Fund likes gold despite weakness

The fund’s two biggest losers were gold and two undisclosed shorts.

Gold plunged from $1,807 to $1,661 an ounce during the third quarter. Sometimes investors just want cash during a bear market and high short-term interest rates compete with gold. However, they remain concerned that the current inflation issue could evolve into a currency or sovereign debt crisis. As a result, Greenlight continues to hold gold even though it could remain weak in the near term.

New positions and exits

The fund’s only new material position during the third quarter was Twitter because management continues to believe we are in a bear market. The fund clarified that there hasn’t been a bear market since 2008 to 2009, and their strategy is to gradually stockpile dry powder as they remain in a bearish position.

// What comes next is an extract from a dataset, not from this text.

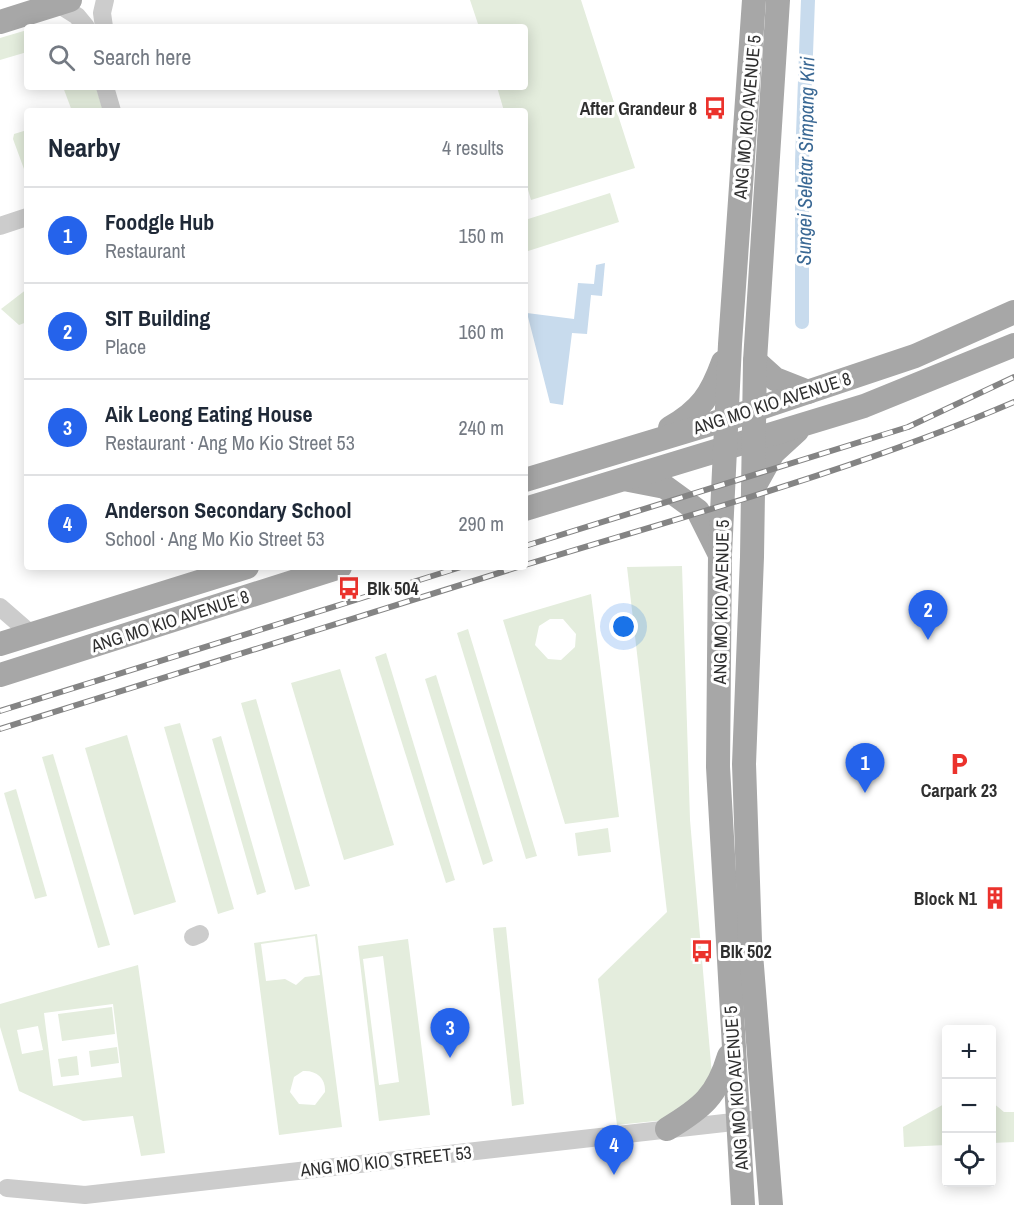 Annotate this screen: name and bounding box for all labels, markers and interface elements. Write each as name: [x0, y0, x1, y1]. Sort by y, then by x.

In addition to exiting Atlas Air, the fund also sold all of its stakes in Change Healthcare, Chemours, International Seaways, Playboy, and Warner Brothers Discovery.

The fund enjoyed a 40% investment rate of return in Change Healthcare after it completed its sale to UnitedHealthcare. The Greenlight team exited Chemours due to their concern about the deteriorating economic cycle, capturing an investment rate of return in the mid-single digits.

Shortly after the fund established a position in International Seaways, a strategic investor purchased a large stake in the company. Greenlight exited the position with a nearly 40% gain in six months due to concerns about tumbling oil prices.

Playboy and Warner Brothers Discovery were unsuccessful investments. David had believed both companies were going through a significant transformation. However, Playboy failed to execute on its strategy, and Greenlight lost 50% on that position. The fund exited Warner Brothers Discovery with a roughly 40% loss due to concerns that it faces a more challenging path to execution than expected.